Jim Hugunin, developer of IronPython, a Python version that runs on .NET, provides some more information on the technology underlying IronRuby, IronPython and a few other dynamic languages:
The new Dynamic Language Runtime (DLR) adds a small set of key features to the CLR to make it
 dramatically better.  It adds to the platform a set of services designed explicitly for the needs
 of dynamic languages.  These include a shared dynamic type system, standard hosting model and support
 to make it easy to generate fast dynamic code.  With these additional features it becomes dramatically
 easier to build high-quality dynamic language implementations on .NET.  More importantly, these features
  enable all of the dynamic languages which use the DLR to freely share code with other dynamic languages
  as well as with the existing powerful static languages on the platform such as VB.NET and C#.
He also points out that the source for IronPython and the new DLR are available.

An official Microsoft Ruby version has been expected by observant members of the Ruby community. One indication was John Lam, creator of Ruby.CLR and now at Microsoft, who went on forums such as ruby-core, asking detailed questions about the behavior of Ruby and some of it's standard libraries.  

This hit home with JRuby's Charles O. Nutter who is behind the effort to get get a proper specification for Ruby. He has long ago started the Ruby Spec Wiki and tries to encourage community involvement in this project. Another effort is worked on in two Google SoC sponsored projects to to define Test Suites that can specify the behavior of Ruby using RSpec, a Ruby framework for "executable specs".

This is obviously very important for every Ruby implementation, such as JRuby, Rubinius or IronRuby, because it's essential to know what behavior and functionality to implement. The behavior of most of Ruby's libraries and features is currently only documented in their implementation code.

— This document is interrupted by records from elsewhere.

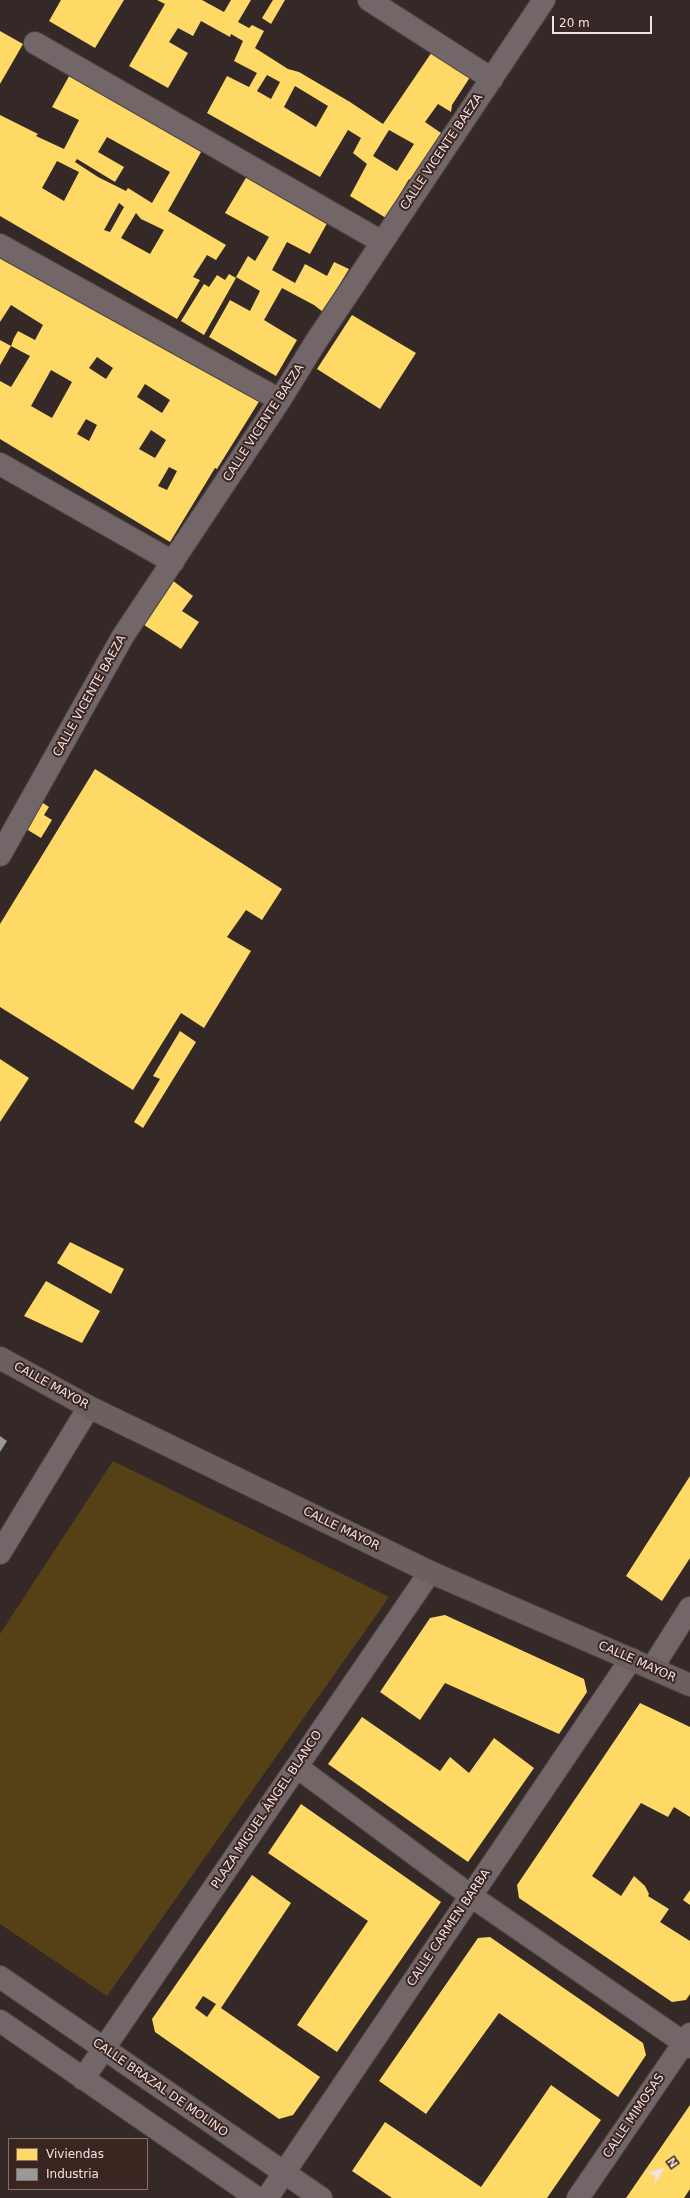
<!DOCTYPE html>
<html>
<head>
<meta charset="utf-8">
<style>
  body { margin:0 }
  #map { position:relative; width:690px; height:2198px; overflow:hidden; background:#342927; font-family:"DejaVu Sans",sans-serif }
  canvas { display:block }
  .legend { position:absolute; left:8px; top:2138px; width:140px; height:52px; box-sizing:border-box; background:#3a2521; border:1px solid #83716d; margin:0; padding:5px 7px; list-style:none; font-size:12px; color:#f1e2df }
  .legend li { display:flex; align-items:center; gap:8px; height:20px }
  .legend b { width:20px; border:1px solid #83716d }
  .north { position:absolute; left:642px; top:2150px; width:40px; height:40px; -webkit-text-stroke:3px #3a2521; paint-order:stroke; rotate:54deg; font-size:11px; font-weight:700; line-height:16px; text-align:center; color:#f1e2df }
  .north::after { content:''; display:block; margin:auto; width:14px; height:18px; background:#f1e2df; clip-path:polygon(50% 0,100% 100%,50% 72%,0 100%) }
  .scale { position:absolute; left:552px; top:16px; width:100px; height:18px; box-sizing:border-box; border:2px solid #f1e2df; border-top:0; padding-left:5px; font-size:12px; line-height:14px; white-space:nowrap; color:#f1e2df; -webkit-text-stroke:3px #3a2521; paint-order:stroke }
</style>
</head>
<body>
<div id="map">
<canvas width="690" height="2198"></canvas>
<ul class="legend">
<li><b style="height:11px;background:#ffd966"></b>Viviendas</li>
<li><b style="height:11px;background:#999"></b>Industria</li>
</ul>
<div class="north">N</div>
<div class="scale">20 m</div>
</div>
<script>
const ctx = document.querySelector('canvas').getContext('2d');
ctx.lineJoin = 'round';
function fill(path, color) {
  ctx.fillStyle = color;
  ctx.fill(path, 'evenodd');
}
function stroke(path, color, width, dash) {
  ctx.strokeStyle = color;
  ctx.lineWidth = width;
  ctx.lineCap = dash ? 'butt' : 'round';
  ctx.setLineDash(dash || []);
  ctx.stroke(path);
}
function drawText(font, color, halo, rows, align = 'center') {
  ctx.font = font + ' "DejaVu Sans",sans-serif';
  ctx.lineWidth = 4;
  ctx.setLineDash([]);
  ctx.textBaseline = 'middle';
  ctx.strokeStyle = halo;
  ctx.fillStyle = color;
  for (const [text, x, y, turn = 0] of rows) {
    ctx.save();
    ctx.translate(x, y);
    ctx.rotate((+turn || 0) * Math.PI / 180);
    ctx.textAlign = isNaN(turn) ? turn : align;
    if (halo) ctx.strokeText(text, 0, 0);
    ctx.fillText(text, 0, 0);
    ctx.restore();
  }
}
const green = new Path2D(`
  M 113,1461 L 389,1597 L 107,1996 L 0,1924 L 0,1634 Z`);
const homes = new Path2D(`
  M 61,0 L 124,0 L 95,48 L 49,21 Z
  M 157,0 L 202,0 L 224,12 L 231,0 L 251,0 L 238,22 L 249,28 L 252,25 L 264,31 L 255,48 L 288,69 L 299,72 L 350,102 L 383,124 L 436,46 L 474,71 L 452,105 L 451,112 L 438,104 L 425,122 L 444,135 L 414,182 L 409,179 L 386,218 L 350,196 L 367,164 L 353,153 L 361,138 L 348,130 L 320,177 L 207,113 L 227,76 L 249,87 L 257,73 L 234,61 L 243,41 L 231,34 L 230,37 L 201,21 L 193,36 L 178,28 L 169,42 L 188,53 L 168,88 L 129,66 L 165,4 ZM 267,75 L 280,82 L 271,99 L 257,91 ZM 295,86 L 328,106 L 316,127 L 284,107 ZM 389,130 L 414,144 L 397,171 L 373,156 Z
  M 273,0 L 285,0 L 271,24 L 262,18 Z
  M 0,31 L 23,44 L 0,84 Z
  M 73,69 L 205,145 L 168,211 L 226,245 L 216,260 L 207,255 L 193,277 L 200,280 L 177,319 L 0,216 L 0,115 L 38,134 L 36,136 L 64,149 L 79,120 L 52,107 ZM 107,137 L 170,172 L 152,203 L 128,188 L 126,191 L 98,177 L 75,162 L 77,159 L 115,182 L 124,167 L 98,152 ZM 57,161 L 79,172 L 64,201 L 42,188 ZM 119,203 L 124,207 L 110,232 L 104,230 ZM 136,213 L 141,219 L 164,230 L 150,254 L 121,238 Z
  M 250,171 L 330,218 L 310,254 L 287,242 L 272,270 L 295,283 L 305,264 L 327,276 L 334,262 L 349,269 L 323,312 L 314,305 L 282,288 L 264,320 L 297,340 L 276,376 L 209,337 L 230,300 L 250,311 L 260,291 L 236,277 L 248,256 L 255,261 L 269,237 L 225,213 Z
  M 0,250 L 260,400 L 217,469 L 215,468 L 170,542 L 0,439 L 0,381 L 11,387 L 30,356 L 11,346 L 14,338 L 18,331 L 35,340 L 43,325 L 11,305 L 0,322 ZM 97,357 L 113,368 L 106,379 L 89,368 ZM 51,370 L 72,382 L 52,418 L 31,406 ZM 145,384 L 170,400 L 162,413 L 137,397 ZM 86,419 L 97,425 L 89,441 L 77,434 ZM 151,430 L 166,440 L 155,458 L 139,449 ZM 169,467 L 177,471 L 167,490 L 158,486 Z
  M 229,274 L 236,278 L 204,335 L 181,321 L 204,284 L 209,287 L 217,275 L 225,280 Z
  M 352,315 L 416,353 L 380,409 L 317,369 Z
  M 0,340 L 11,346 L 0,365 Z
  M 172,580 L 193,596 L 182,611 L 199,622 L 181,649 L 141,623 Z
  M 95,769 L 282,889 L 262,920 L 246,910 L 227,937 L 251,951 L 204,1028 L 181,1013 L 133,1090 L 0,1007 L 0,924 Z
  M 40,801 L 49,807 L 44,815 L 52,820 L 41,838 L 23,827 Z
  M 180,1031 L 196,1042 L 143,1128 L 134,1122 L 160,1079 L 153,1076 Z
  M 0,1059 L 29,1078 L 0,1122 Z
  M 70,1242 L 124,1269 L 111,1294 L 57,1263 Z
  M 46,1281 L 100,1311 L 82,1343 L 24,1316 Z
  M 690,1476 L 690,1558 L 662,1601 L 626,1576 Z
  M 445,1615 L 584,1679 L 587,1692 L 559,1734 L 445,1683 L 420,1720 L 380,1692 L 430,1618 Z
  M 640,1703 L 690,1727 L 690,1817 L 674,1807 L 668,1817 L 641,1803 L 592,1876 L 621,1896 L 634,1876 L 645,1886 L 649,1894 L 648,1896 L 669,1909 L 660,1922 L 690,1941 L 690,1994 L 686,2000 L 672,2002 L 519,1898 L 517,1885 Z
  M 362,1717 L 440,1771 L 450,1757 L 469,1773 L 494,1738 L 534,1768 L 468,1862 L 328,1764 Z
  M 301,1804 L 441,1902 L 337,2052 L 297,2025 L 368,1921 L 268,1853 Z
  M 252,1875 L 291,1903 L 221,2008 L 320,2077 L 293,2115 L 279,2119 L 155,2032 L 152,2019 ZM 203,1996 L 216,2004 L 207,2017 L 195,2008 Z
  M 690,1890 L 690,1905 L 683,1900 Z
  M 490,1937 L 643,2043 L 646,2055 L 618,2097 L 499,2013 L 426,2114 L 379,2081 L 478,1938 Z
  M 551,2085 L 601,2120 L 547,2198 L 392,2198 L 352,2171 L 385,2122 L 481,2187 Z
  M 690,2105 L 690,2189 L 684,2198 L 626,2198 Z`);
const industry = new Path2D(`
  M 0,1436 L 7,1441 L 0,1452 Z`);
const pedestrian = new Path2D(`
  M 297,1767 L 471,1896`);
const minor = new Path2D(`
  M 369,0 L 492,79
  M 35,43 L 382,242
  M 0,245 L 280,400
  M 0,464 L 173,562
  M 0,855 L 123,636 L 280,400 L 315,343 L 544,0
  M 0,1553 L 89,1407
  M 652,1668 L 690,1608
  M 471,1896 L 690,2047
  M 0,1977 L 321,2198
  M 0,2021 L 257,2198
  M 83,2079 L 430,1572
  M 267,2198 L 631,1659
  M 578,2198 L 690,2034`);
const secondary = new Path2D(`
  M 0,1358 L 89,1407 L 430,1572 L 690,1685`);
const streetNames = [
  ["CALLE VICENTE BAEZA",442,152,-56],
  ["CALLE VICENTE BAEZA",264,423,-57],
  ["CALLE VICENTE BAEZA",90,696,-61],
  ["CALLE MAYOR",51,1386,29],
  ["CALLE MAYOR",341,1529,26],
  ["CALLE MAYOR",637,1662,24],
  ["PLAZA MIGUEL ÁNGEL BLANCO",267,1810,-56],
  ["CALLE CARMEN BARBA",449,1928,-56],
  ["CALLE BRAZAL DE MOLINO",160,2088,35],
  ["CALLE MIMOSAS",634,2116,-56]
];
fill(green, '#564117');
fill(homes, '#ffd966');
fill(industry, '#999');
stroke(pedestrian, '#4e4442', 24);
stroke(minor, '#4e4442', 24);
stroke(secondary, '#4e4442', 24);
stroke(pedestrian, '#726668', 22);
stroke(minor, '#726668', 22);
stroke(secondary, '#6b5f60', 22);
drawText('12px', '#f1e2df', '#3a2521', streetNames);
</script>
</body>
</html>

In light of this, Charles O. Nutter encourages Microsoft to join the effort:
We hope they[Microsoft] will join us in helping to build a community spec for Ruby and a common set of  open-source compatibility tests.
Asked for a general comment on Microsoft joining the Ruby space, Charles O. Nutter says:
It's good to see Microsoft has also seen the potential of Ruby, and that they're getting started on their own Ruby implementation. It validates the time and effort we've put into JRuby, and helps emphasize the importance of Ruby and other dynamic languages on the JVM.